Станки в мастерской, за исключением швейцарского винторезного и чешского фрезерного, были советского производства и довольно старые непритязательные, некрасивые и такие массивные, словно запас прочности для них рассчитывал чрезвычайно консервативный человек, а затем его цифры были еще увеличены вдвое. Но детали, как Ник увидел с первого взгляда, обрабатывались превосходно. Большая часть станков работала, что указывало на хорошее планирование. Выключенные станки были смазаны, вычищены, их можно было пустить в ход в любую минуту, - это означало, что культура труда здесь очень высока. Ник мысленно подсчитал число рабочих и количество оборудования, и оказалось, что здесь людей на станок приходится больше, чем в кливлендских мастерских.
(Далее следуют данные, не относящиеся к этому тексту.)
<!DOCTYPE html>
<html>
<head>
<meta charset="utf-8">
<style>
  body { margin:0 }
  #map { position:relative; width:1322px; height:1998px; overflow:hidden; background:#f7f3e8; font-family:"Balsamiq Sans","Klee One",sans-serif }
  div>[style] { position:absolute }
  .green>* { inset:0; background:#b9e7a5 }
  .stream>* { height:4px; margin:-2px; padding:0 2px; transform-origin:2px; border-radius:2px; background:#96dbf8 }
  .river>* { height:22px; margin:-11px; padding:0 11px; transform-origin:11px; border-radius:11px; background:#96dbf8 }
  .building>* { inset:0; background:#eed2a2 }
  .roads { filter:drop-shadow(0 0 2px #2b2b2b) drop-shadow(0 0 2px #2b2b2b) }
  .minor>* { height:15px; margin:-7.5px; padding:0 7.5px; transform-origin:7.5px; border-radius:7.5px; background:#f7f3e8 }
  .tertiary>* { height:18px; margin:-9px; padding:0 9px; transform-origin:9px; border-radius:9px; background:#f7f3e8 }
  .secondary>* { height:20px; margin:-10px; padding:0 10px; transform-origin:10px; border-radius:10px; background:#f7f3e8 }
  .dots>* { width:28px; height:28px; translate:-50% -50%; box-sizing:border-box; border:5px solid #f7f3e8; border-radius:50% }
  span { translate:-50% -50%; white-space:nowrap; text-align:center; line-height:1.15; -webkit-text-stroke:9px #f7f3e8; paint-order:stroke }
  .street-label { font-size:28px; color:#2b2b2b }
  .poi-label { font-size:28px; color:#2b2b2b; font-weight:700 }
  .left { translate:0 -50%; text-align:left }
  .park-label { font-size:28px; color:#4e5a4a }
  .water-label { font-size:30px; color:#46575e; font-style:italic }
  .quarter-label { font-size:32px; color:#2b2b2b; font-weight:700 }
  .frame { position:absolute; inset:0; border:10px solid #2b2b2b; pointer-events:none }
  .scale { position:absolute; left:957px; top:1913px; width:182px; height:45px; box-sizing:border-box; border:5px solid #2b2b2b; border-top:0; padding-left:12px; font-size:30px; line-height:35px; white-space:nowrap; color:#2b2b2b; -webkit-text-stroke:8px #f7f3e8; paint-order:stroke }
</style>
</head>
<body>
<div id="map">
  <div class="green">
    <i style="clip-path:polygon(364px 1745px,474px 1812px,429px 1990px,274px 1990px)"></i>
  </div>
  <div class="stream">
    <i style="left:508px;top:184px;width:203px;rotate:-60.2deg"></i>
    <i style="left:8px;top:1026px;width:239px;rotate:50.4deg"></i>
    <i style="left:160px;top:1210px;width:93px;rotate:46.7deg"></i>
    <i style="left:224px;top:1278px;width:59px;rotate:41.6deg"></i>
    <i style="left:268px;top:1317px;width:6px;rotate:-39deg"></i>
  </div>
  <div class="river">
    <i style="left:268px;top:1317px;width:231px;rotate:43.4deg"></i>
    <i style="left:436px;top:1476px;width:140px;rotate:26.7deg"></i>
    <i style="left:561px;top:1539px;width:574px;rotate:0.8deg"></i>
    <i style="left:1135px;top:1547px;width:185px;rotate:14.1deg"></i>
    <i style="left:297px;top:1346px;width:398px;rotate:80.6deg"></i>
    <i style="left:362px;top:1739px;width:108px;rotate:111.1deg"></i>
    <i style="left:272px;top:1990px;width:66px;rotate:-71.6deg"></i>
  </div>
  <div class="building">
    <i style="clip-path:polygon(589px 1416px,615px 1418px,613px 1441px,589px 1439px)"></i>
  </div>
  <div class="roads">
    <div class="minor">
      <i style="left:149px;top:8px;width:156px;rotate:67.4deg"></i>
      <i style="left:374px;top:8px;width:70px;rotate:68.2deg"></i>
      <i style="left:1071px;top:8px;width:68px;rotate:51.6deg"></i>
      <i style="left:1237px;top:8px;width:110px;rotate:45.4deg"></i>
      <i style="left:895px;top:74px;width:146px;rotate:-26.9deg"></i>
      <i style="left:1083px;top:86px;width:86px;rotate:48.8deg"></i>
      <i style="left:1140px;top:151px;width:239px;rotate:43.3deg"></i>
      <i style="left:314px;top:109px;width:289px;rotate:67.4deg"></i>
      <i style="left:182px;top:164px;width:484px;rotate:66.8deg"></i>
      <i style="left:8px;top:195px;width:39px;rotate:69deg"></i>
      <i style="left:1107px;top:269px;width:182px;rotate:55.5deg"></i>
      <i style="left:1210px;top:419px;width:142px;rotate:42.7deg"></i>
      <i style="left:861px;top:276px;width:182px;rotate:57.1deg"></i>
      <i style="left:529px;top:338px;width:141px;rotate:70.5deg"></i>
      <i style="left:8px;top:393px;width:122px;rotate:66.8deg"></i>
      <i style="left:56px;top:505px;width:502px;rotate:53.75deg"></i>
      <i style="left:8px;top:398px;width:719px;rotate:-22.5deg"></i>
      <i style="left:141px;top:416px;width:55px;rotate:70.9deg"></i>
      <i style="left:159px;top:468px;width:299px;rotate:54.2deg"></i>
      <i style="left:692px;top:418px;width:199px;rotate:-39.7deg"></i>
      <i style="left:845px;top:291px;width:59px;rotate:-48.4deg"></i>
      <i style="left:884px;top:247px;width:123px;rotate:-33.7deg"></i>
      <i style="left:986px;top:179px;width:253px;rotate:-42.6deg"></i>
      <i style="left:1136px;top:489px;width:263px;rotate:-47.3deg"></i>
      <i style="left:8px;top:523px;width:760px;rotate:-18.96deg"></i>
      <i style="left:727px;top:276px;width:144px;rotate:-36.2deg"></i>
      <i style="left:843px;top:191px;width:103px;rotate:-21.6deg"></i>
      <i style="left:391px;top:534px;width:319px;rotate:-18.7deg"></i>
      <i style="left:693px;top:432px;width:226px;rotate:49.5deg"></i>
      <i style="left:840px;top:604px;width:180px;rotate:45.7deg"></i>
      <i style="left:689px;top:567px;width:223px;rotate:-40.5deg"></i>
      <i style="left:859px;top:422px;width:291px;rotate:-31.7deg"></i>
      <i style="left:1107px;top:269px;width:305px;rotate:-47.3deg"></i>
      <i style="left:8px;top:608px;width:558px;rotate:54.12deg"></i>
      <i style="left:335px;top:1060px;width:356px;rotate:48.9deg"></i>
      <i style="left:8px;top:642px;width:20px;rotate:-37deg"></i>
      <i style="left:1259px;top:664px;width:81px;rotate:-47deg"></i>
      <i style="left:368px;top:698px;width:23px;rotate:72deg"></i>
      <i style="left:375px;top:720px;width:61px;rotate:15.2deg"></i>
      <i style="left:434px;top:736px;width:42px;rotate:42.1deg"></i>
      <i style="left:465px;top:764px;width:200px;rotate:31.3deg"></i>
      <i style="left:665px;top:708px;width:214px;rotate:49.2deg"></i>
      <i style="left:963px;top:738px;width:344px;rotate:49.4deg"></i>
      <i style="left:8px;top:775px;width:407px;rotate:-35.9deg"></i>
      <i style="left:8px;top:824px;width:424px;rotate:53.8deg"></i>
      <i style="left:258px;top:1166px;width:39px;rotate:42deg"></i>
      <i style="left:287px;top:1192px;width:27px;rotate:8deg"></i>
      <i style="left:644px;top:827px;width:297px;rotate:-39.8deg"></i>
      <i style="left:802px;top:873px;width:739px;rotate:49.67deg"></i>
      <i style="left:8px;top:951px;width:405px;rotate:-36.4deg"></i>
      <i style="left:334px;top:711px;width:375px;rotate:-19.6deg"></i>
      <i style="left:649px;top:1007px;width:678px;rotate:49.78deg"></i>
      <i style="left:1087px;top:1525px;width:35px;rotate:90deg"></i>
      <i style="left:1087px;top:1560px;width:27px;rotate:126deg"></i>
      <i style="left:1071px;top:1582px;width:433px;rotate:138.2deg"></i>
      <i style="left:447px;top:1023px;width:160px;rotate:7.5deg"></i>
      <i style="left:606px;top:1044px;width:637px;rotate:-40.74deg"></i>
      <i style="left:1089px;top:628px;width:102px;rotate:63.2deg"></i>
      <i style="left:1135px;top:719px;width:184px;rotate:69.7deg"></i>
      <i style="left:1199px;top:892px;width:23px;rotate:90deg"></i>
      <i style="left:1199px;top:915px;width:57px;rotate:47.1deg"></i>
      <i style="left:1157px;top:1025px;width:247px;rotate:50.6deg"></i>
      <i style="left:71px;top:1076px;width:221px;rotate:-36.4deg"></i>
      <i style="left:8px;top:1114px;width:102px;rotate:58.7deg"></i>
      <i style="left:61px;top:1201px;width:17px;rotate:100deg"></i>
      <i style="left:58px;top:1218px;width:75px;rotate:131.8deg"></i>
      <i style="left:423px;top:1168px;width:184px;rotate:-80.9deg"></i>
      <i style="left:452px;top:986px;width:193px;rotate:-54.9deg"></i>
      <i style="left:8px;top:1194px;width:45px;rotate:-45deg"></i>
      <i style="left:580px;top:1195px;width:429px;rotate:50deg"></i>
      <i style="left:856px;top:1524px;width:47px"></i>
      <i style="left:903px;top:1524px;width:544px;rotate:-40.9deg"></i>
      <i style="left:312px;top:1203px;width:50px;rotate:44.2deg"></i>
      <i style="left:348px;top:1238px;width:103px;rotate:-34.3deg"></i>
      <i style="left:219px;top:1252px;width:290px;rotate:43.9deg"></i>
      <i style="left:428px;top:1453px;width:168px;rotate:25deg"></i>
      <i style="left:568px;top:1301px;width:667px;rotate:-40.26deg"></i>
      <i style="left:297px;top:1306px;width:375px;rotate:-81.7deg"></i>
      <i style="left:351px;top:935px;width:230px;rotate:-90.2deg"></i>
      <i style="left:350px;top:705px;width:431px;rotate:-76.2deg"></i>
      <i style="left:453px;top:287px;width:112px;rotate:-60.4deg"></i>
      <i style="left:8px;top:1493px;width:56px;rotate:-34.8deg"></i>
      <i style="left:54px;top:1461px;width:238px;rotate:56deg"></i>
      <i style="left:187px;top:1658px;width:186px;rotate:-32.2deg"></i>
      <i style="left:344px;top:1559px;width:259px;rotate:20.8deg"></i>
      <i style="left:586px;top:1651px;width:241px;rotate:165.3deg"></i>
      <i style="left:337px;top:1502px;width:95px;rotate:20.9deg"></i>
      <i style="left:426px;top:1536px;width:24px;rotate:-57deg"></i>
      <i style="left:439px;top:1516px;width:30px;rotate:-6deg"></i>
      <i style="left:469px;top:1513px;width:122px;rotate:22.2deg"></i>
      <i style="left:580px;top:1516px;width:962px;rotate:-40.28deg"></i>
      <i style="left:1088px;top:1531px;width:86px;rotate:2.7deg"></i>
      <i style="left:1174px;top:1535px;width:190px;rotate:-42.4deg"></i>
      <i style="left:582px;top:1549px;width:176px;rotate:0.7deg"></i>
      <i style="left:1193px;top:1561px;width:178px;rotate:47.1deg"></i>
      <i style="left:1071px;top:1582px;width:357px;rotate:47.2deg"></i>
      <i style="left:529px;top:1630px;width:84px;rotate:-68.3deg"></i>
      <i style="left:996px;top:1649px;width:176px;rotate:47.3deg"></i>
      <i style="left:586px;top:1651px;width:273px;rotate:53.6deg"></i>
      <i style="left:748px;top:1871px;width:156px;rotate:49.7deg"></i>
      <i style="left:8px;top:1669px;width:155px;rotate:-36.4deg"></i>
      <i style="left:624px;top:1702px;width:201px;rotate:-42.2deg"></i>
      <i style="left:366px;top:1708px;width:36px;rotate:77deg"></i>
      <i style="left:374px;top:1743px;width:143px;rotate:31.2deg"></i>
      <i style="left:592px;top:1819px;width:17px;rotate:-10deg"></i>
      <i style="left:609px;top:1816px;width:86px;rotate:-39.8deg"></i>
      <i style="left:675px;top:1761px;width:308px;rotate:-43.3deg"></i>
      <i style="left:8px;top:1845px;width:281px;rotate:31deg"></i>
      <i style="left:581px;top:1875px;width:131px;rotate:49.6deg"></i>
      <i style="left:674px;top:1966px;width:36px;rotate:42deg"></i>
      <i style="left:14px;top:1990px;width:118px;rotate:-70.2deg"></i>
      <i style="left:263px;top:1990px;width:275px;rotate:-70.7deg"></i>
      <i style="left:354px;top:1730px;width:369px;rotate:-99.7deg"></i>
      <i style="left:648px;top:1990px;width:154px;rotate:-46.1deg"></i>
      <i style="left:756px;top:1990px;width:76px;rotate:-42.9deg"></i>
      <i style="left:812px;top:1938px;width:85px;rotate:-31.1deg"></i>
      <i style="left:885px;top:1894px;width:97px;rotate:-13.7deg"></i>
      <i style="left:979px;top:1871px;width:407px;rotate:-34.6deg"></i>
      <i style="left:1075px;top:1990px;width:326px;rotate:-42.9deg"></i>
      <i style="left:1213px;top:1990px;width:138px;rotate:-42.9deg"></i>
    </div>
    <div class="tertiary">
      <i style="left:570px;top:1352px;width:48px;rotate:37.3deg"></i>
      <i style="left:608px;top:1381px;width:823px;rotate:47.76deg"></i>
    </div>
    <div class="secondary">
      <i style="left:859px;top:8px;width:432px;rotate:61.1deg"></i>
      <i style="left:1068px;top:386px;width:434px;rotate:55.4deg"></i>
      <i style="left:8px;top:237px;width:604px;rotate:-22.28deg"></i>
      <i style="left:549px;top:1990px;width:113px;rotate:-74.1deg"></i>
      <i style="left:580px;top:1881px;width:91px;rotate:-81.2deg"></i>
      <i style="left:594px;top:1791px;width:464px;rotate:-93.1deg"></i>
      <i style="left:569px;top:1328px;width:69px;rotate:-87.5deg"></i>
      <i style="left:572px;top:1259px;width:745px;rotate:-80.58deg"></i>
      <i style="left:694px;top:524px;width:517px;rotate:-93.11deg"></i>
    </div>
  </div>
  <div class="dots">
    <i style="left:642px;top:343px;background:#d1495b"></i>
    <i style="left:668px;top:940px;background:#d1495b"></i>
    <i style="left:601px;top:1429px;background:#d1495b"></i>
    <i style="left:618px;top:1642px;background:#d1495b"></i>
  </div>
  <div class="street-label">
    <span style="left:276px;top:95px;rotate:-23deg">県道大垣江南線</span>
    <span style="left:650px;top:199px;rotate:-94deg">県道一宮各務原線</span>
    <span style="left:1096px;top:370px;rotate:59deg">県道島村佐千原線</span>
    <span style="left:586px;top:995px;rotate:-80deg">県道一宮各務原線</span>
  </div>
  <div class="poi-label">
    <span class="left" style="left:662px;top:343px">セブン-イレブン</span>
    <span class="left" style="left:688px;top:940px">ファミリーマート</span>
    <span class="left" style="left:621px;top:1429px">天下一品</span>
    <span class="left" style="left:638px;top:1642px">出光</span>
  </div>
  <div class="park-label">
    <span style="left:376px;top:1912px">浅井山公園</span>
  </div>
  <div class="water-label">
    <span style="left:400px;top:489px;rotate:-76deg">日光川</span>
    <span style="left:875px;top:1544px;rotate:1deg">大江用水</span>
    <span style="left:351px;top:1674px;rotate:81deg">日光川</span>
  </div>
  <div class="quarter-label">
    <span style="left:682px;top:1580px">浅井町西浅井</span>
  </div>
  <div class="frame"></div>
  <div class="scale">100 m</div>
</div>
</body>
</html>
Либо производительность труда была здесь ниже, либо велась широкая подготовка новых рабочих.
И в мастерской и в лабораториях его то и дело поражали резкие контрасты. Новейшие счетчики, осциллографы, электрические приборы были почти такие же, как у него, но, кроме них, использовалось много приборов, изготовленных лет двадцать пять, а то и тридцать назад. Промежуточных ступеней не имелось совсем. В здании института даже не было скрытой проводки: электрический ток, используемый для освещения и питания экспериментов, настолько новых, что они говорили уже о завтрашнем дне науки, бежал по проводам, подвешенным на огромных фарфоровых изоляторах, к громоздким выключателям, которые устарели уже ко времени Октябрьской революции. Создавалось впечатление, что определенные отрасли электропромышленности сорок лет следовали одним и тем же неизменным шаблонам, а затем все массовое производство одним скачком достигло современного уровня. От дальнейших выводов Ник решил воздержаться. Привычные для него нормы были здесь неприменимы.